Self-Critique Guided Iterative Reasoning for Multi-hop Question Answering
- URL: http://arxiv.org/abs/2505.19112v1
- Date: Sun, 25 May 2025 12:10:24 GMT
- Title: Self-Critique Guided Iterative Reasoning for Multi-hop Question Answering
- Authors: Zheng Chu, Huiming Fan, Jingchang Chen, Qianyu Wang, Mingda Yang, Jiafeng Liang, Zhongjie Wang, Hao Li, Guo Tang, Ming Liu, Bing Qin,
- Abstract summary: Large language models (LLMs) face challenges in knowledge-intensive multi-hop reasoning.<n>We propose Self-Critique Guided Iterative Reasoning (SiGIR)<n>SiGIR uses self-critique feedback to guide the iterative reasoning process.
- Score: 24.446222685949227
- License: http://arxiv.org/licenses/nonexclusive-distrib/1.0/
- Abstract: Although large language models (LLMs) have demonstrated remarkable reasoning capabilities, they still face challenges in knowledge-intensive multi-hop reasoning. Recent work explores iterative retrieval to address complex problems. However, the lack of intermediate guidance often results in inaccurate retrieval and flawed intermediate reasoning, leading to incorrect reasoning.
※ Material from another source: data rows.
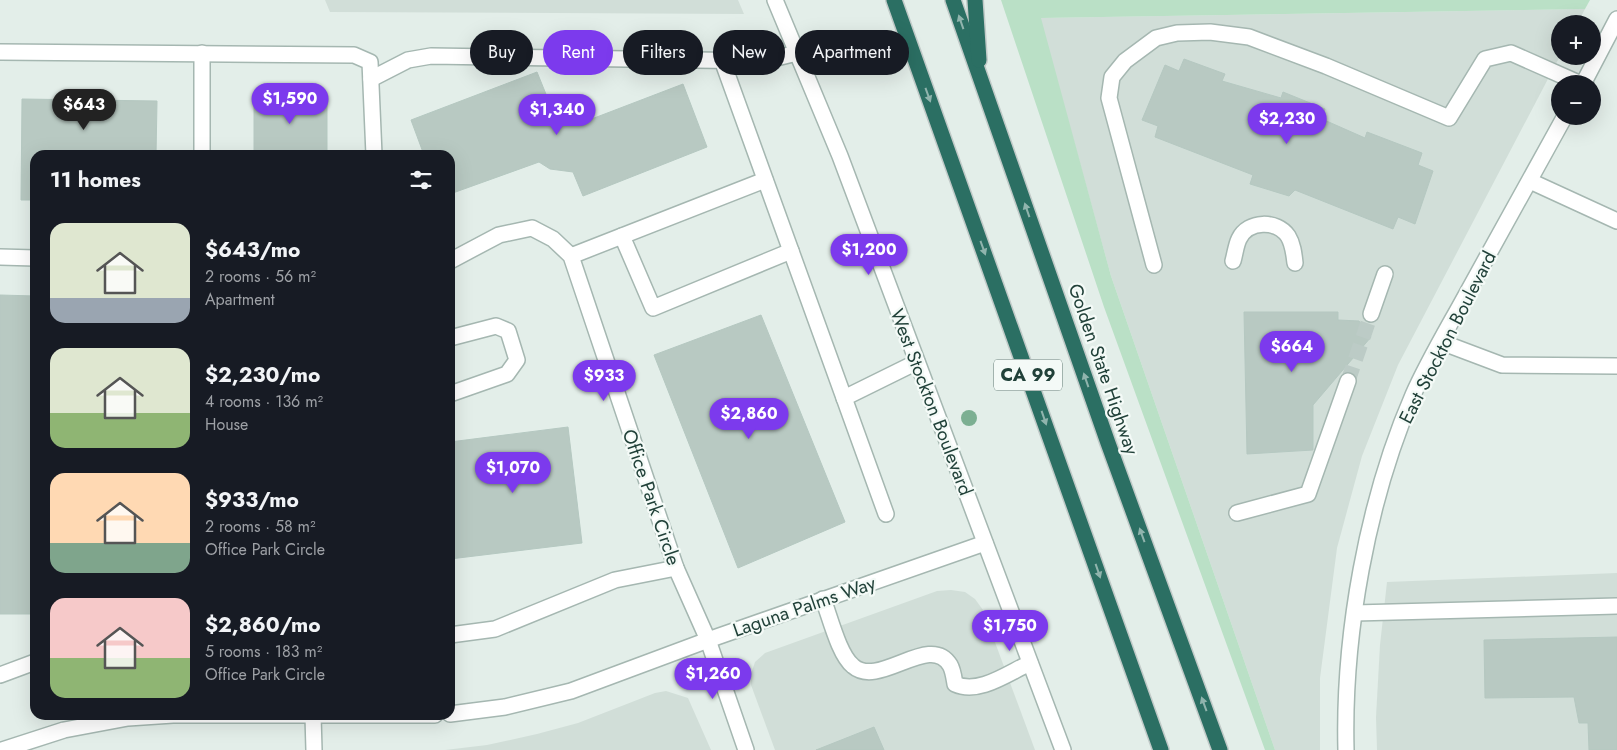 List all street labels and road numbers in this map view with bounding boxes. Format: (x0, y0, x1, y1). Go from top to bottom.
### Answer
street label: East Stockton Boulevard (1392, 246, 1503, 428)
street label: Golden State Highway (1062, 280, 1146, 459)
street label: West Stockton Boulevard (883, 305, 980, 499)
road number: CA 99 (994, 360, 1062, 390)
street label: Office Park Circle (616, 425, 688, 569)
street label: Laguna Palms Way (729, 569, 880, 644) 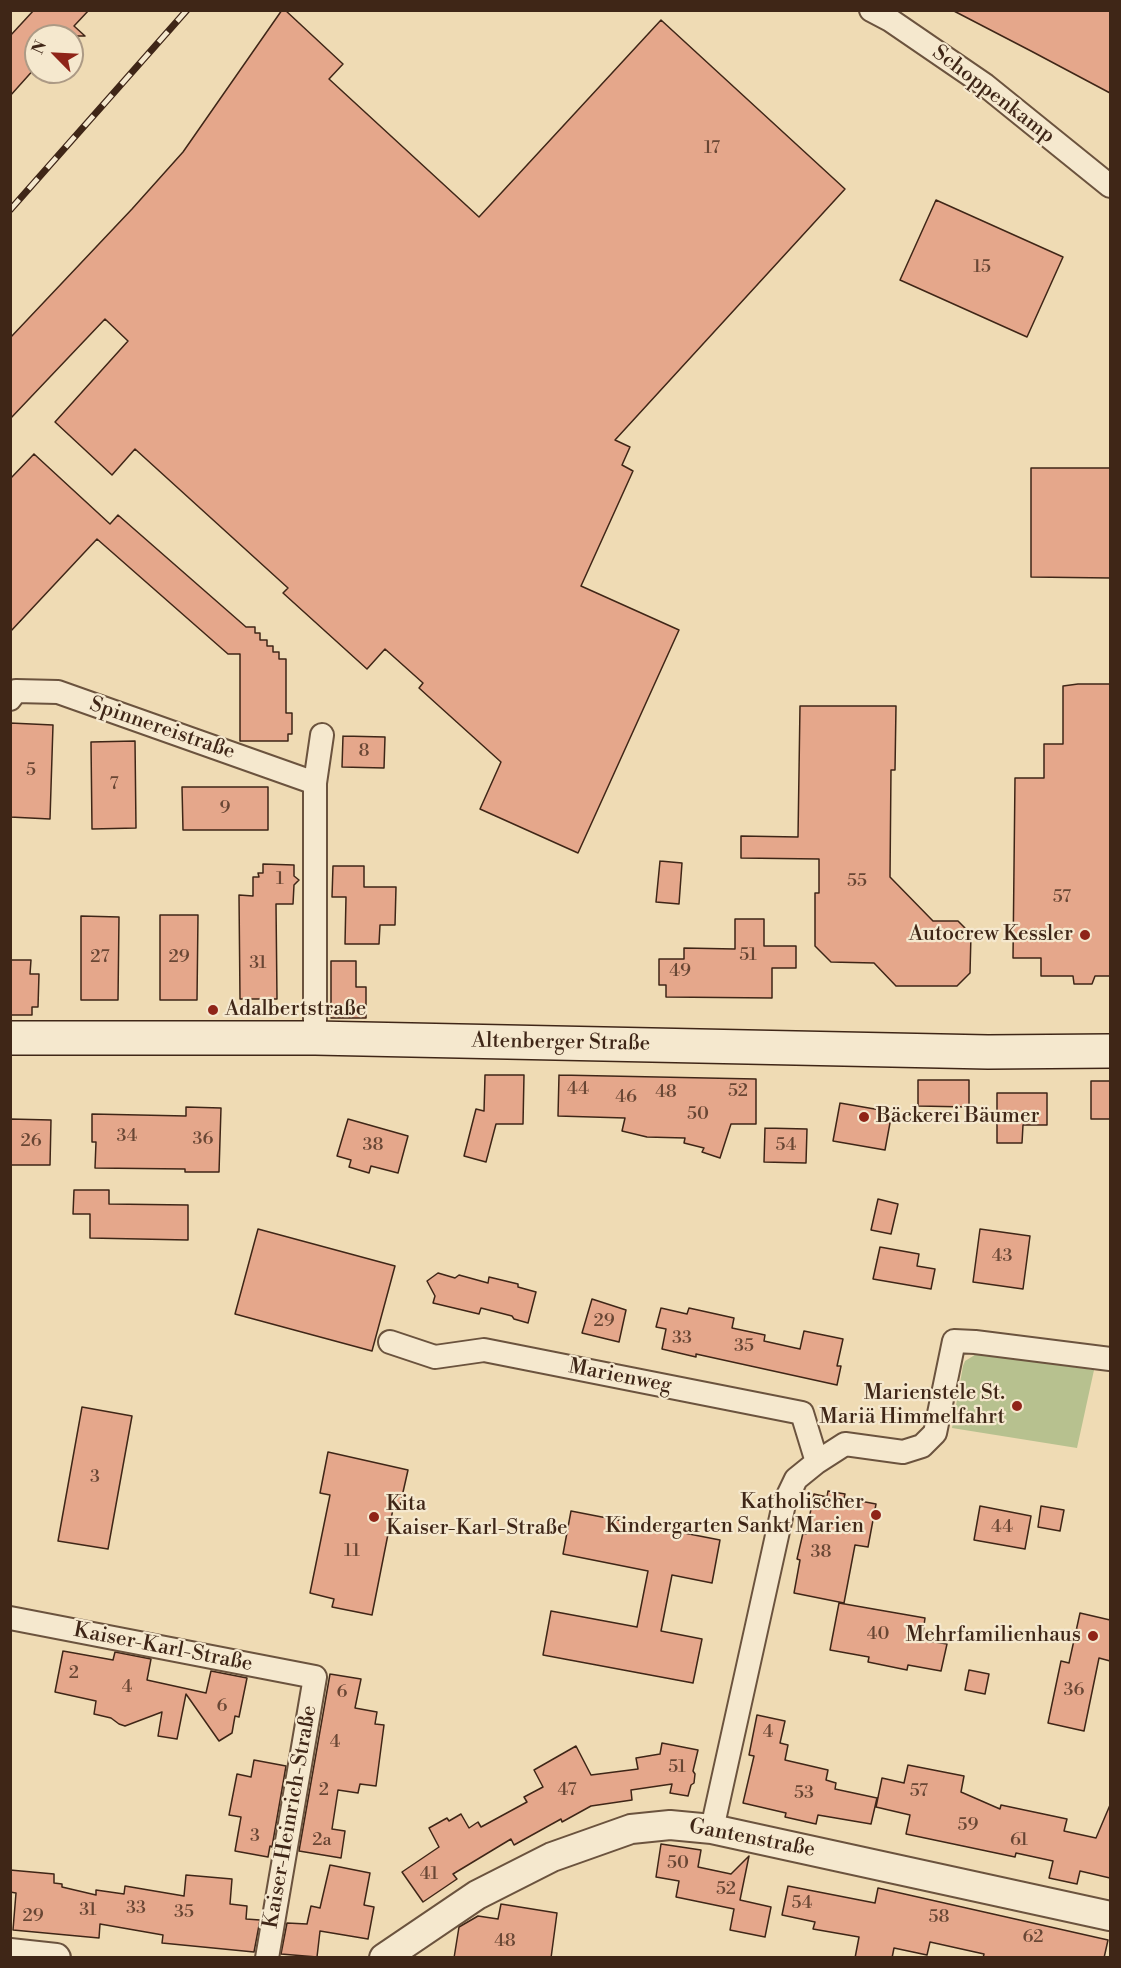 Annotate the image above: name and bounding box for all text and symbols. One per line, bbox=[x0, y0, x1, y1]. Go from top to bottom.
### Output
north arrow bbox=[24, 24, 84, 84]
text: N bbox=[28, 38, 51, 57]
street label: Schoppenkamp bbox=[927, 41, 1059, 149]
house number: 17 bbox=[704, 138, 720, 160]
house number: 15 bbox=[973, 257, 991, 279]
street label: Spinnereistraße bbox=[86, 692, 238, 766]
house number: 8 bbox=[358, 741, 370, 763]
house number: 5 bbox=[26, 760, 36, 782]
house number: 7 bbox=[109, 774, 119, 796]
house number: 9 bbox=[220, 798, 230, 820]
house number: 1 bbox=[276, 869, 284, 891]
house number: 55 bbox=[847, 871, 867, 893]
house number: 57 bbox=[1053, 887, 1071, 909]
place label: Autocrew Kessler bbox=[909, 922, 1073, 948]
marker: Autocrew Kessler bbox=[1078, 928, 1092, 942]
house number: 51 bbox=[739, 945, 757, 967]
house number: 27 bbox=[90, 947, 110, 969]
house number: 29 bbox=[168, 947, 190, 969]
house number: 31 bbox=[249, 953, 267, 975]
house number: 49 bbox=[669, 961, 691, 983]
place label: Adalbertstraße bbox=[225, 997, 366, 1023]
marker: Adalbertstraße bbox=[206, 1003, 220, 1017]
street label: Altenberger Straße bbox=[471, 1029, 651, 1057]
house number: 44 bbox=[567, 1079, 589, 1101]
house number: 52 bbox=[728, 1081, 748, 1103]
house number: 48 bbox=[655, 1082, 677, 1104]
house number: 46 bbox=[615, 1087, 637, 1109]
house number: 50 bbox=[687, 1104, 709, 1126]
place label: Bäckerei Bäumer bbox=[876, 1104, 1040, 1130]
marker: Bäckerei Bäumer bbox=[857, 1110, 871, 1124]
house number: 34 bbox=[117, 1126, 137, 1148]
house number: 36 bbox=[193, 1129, 213, 1151]
house number: 26 bbox=[20, 1131, 42, 1153]
house number: 38 bbox=[363, 1135, 383, 1157]
house number: 54 bbox=[776, 1135, 796, 1157]
house number: 43 bbox=[992, 1246, 1012, 1268]
house number: 29 bbox=[593, 1311, 615, 1333]
house number: 33 bbox=[672, 1328, 692, 1350]
house number: 35 bbox=[734, 1336, 754, 1358]
street label: Marienweg bbox=[566, 1355, 674, 1399]
place label: Marienstele St. Mariä Himmelfahrt bbox=[819, 1381, 1005, 1431]
marker: Marienstele St. Mariä Himmelfahrt bbox=[1010, 1399, 1024, 1413]
house number: 3 bbox=[90, 1467, 100, 1489]
place label: Katholischer Kindergarten Sankt Marien bbox=[605, 1490, 864, 1540]
place label: Kita Kaiser-Karl-Straße bbox=[386, 1492, 568, 1542]
marker: Katholischer Kindergarten Sankt Marien bbox=[869, 1508, 883, 1522]
marker: Kita Kaiser-Karl-Straße bbox=[367, 1510, 381, 1524]
house number: 44 bbox=[991, 1517, 1013, 1539]
house number: 11 bbox=[344, 1541, 360, 1563]
house number: 38 bbox=[811, 1542, 831, 1564]
street label: Kaiser-Karl-Straße bbox=[71, 1618, 255, 1678]
place label: Mehrfamilienhaus bbox=[906, 1623, 1081, 1649]
house number: 40 bbox=[867, 1624, 889, 1646]
marker: Mehrfamilienhaus bbox=[1086, 1629, 1100, 1643]
house number: 2 bbox=[69, 1663, 79, 1685]
house number: 4 bbox=[122, 1677, 132, 1699]
house number: 36 bbox=[1064, 1680, 1084, 1702]
house number: 6 bbox=[337, 1682, 347, 1704]
house number: 6 bbox=[217, 1696, 227, 1718]
street label: Kaiser-Heinrich-Straße bbox=[259, 1703, 323, 1931]
house number: 4 bbox=[763, 1722, 773, 1744]
house number: 4 bbox=[330, 1732, 340, 1754]
house number: 51 bbox=[668, 1757, 686, 1779]
house number: 2 bbox=[319, 1780, 329, 1802]
house number: 47 bbox=[557, 1780, 577, 1802]
house number: 57 bbox=[910, 1781, 928, 1803]
house number: 53 bbox=[794, 1783, 814, 1805]
street label: Gantenstraße bbox=[687, 1814, 817, 1864]
house number: 59 bbox=[958, 1815, 978, 1837]
house number: 3 bbox=[250, 1826, 260, 1848]
house number: 2a bbox=[312, 1830, 332, 1852]
house number: 61 bbox=[1010, 1830, 1028, 1852]
house number: 50 bbox=[667, 1853, 689, 1875]
house number: 41 bbox=[420, 1864, 438, 1886]
house number: 52 bbox=[716, 1879, 736, 1901]
house number: 54 bbox=[792, 1893, 812, 1915]
house number: 33 bbox=[126, 1898, 146, 1920]
house number: 31 bbox=[79, 1900, 97, 1922]
house number: 35 bbox=[174, 1902, 194, 1924]
house number: 29 bbox=[22, 1906, 44, 1928]
house number: 58 bbox=[929, 1907, 949, 1929]
house number: 62 bbox=[1022, 1927, 1044, 1949]
house number: 48 bbox=[494, 1931, 516, 1953] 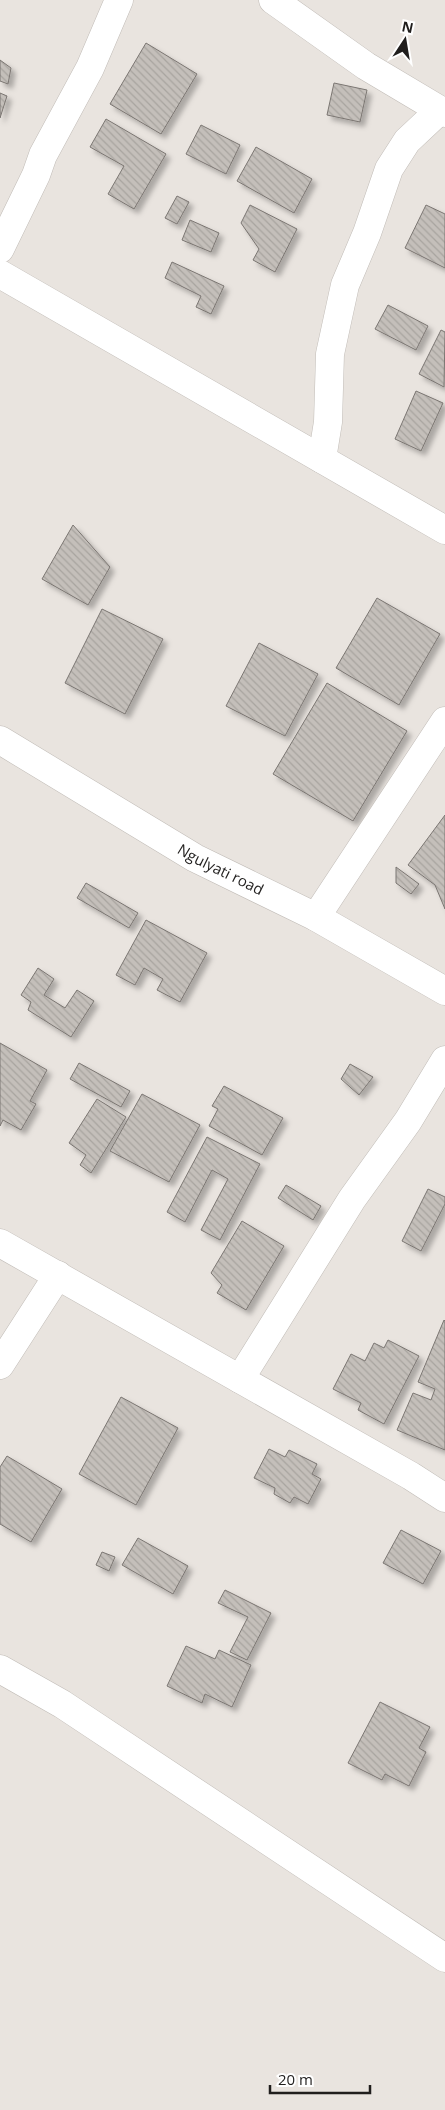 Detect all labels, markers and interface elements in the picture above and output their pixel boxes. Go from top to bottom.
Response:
north arrow [380,15,430,65]
text: N [400,16,415,37]
street label: Ngulyati road [174,839,267,899]
scale bar [270,2062,370,2094]
text: 20 m [278,2069,313,2089] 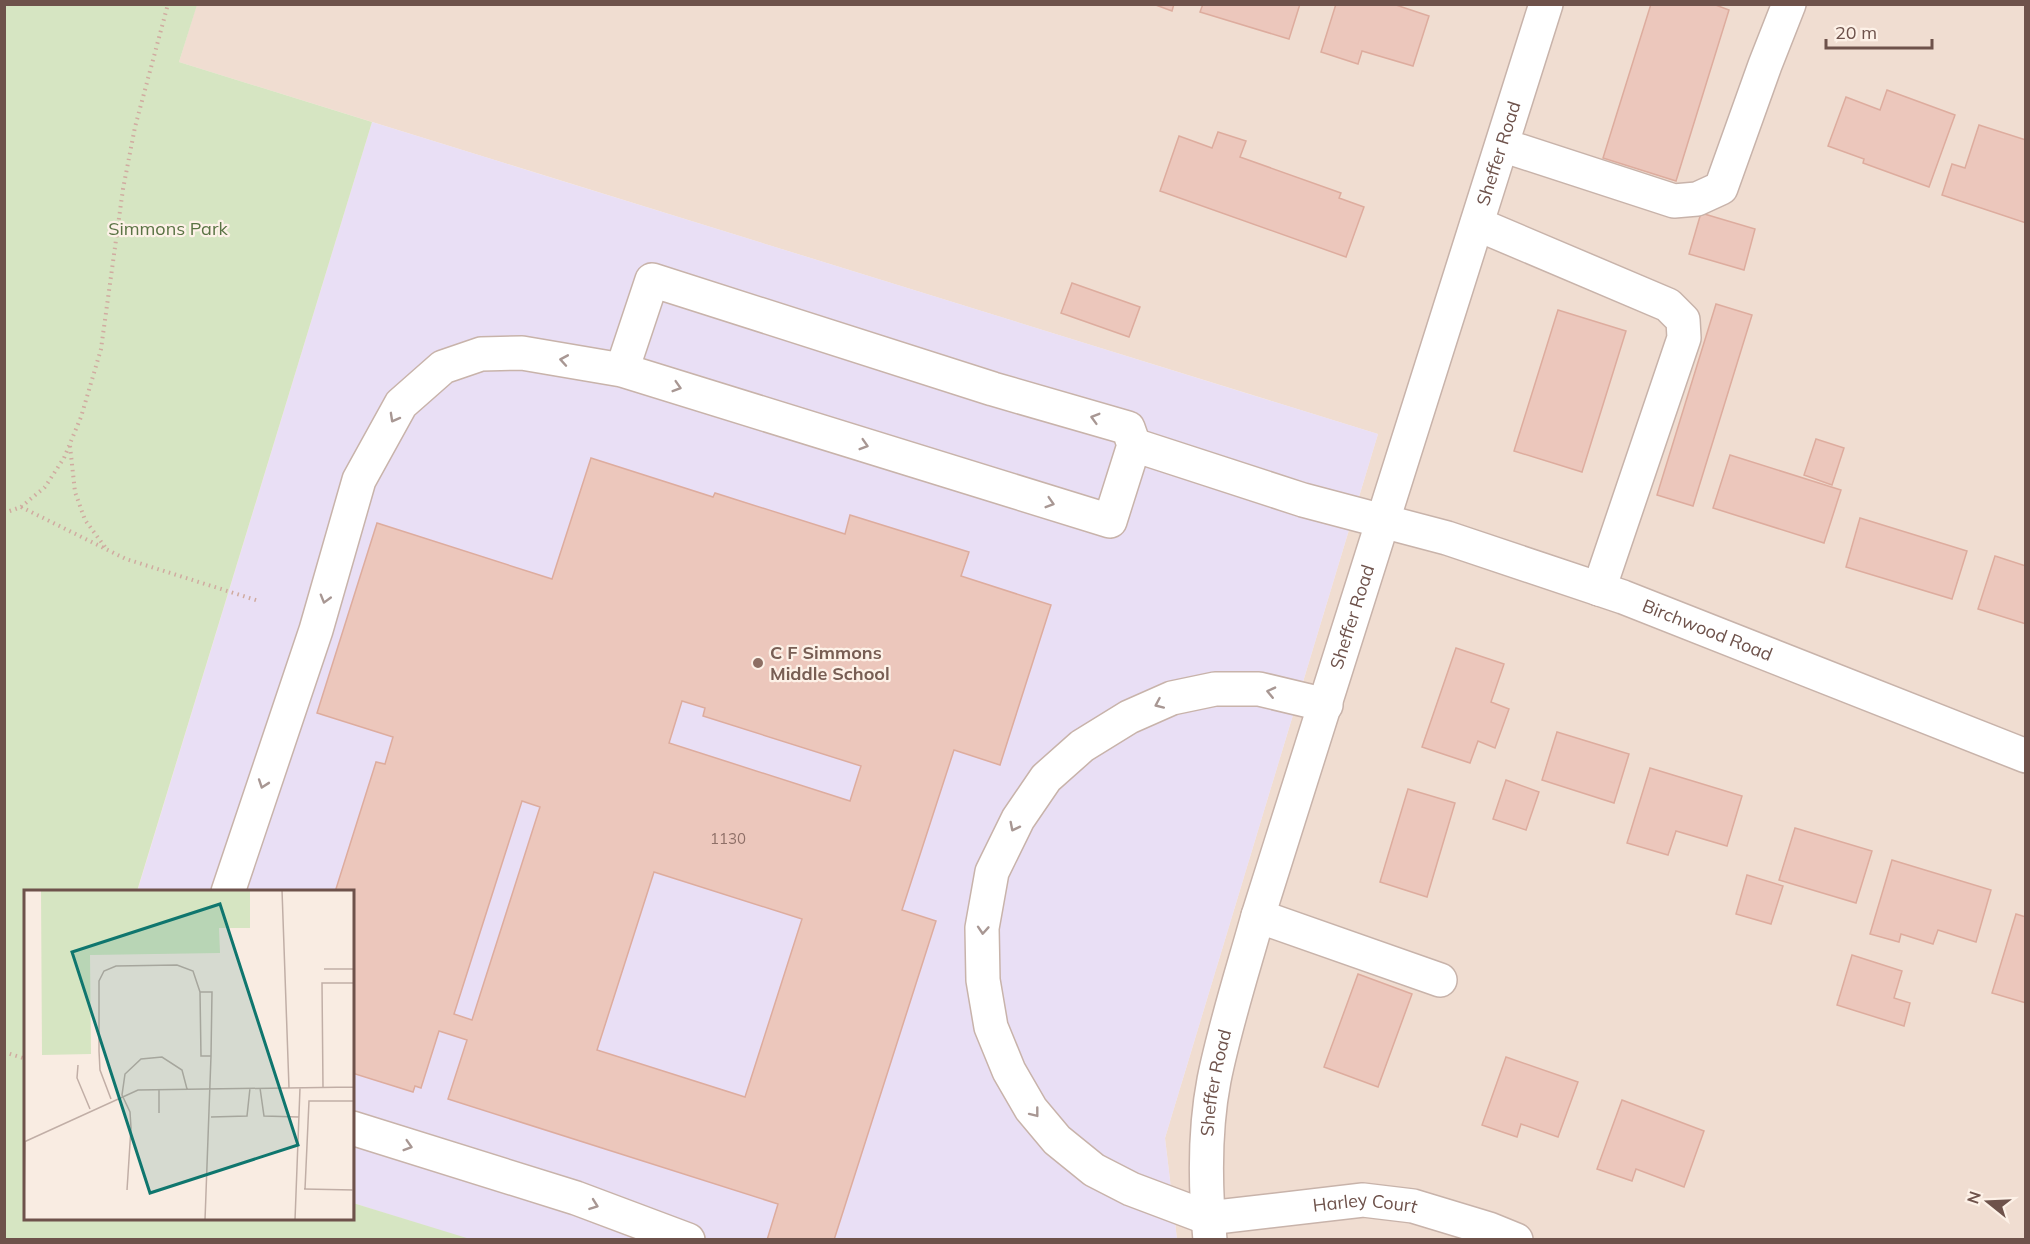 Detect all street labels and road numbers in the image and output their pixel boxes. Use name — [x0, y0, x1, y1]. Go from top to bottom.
street label: Sheffer Road — [1471, 98, 1526, 209]
street label: Sheffer Road — [1325, 562, 1379, 672]
street label: Birchwood Road — [1639, 594, 1776, 666]
street label: Sheffer Road — [1195, 1027, 1236, 1137]
street label: Harley Court — [1311, 1188, 1421, 1218]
To address these, we propose Self-Critique Guided Iterative Reasoning (SiGIR), which uses self-critique feedback to guide the iterative reasoning process. Specifically, through end-to-end training, we enable the model to iteratively address complex problems via question decomposition. Additionally, the model is able to self-evaluate its intermediate reasoning steps. During iterative reasoning, the model engages in branching exploration and employs self-evaluation to guide the selection of promising reasoning trajectories. Extensive experiments on three multi-hop reasoning datasets demonstrate the effectiveness of our proposed method, surpassing the previous SOTA by $8.6\%$. Furthermore, our thorough analysis offers insights for future research. Our code, data, and models are available at Github: https://github.com/zchuz/SiGIR-MHQA.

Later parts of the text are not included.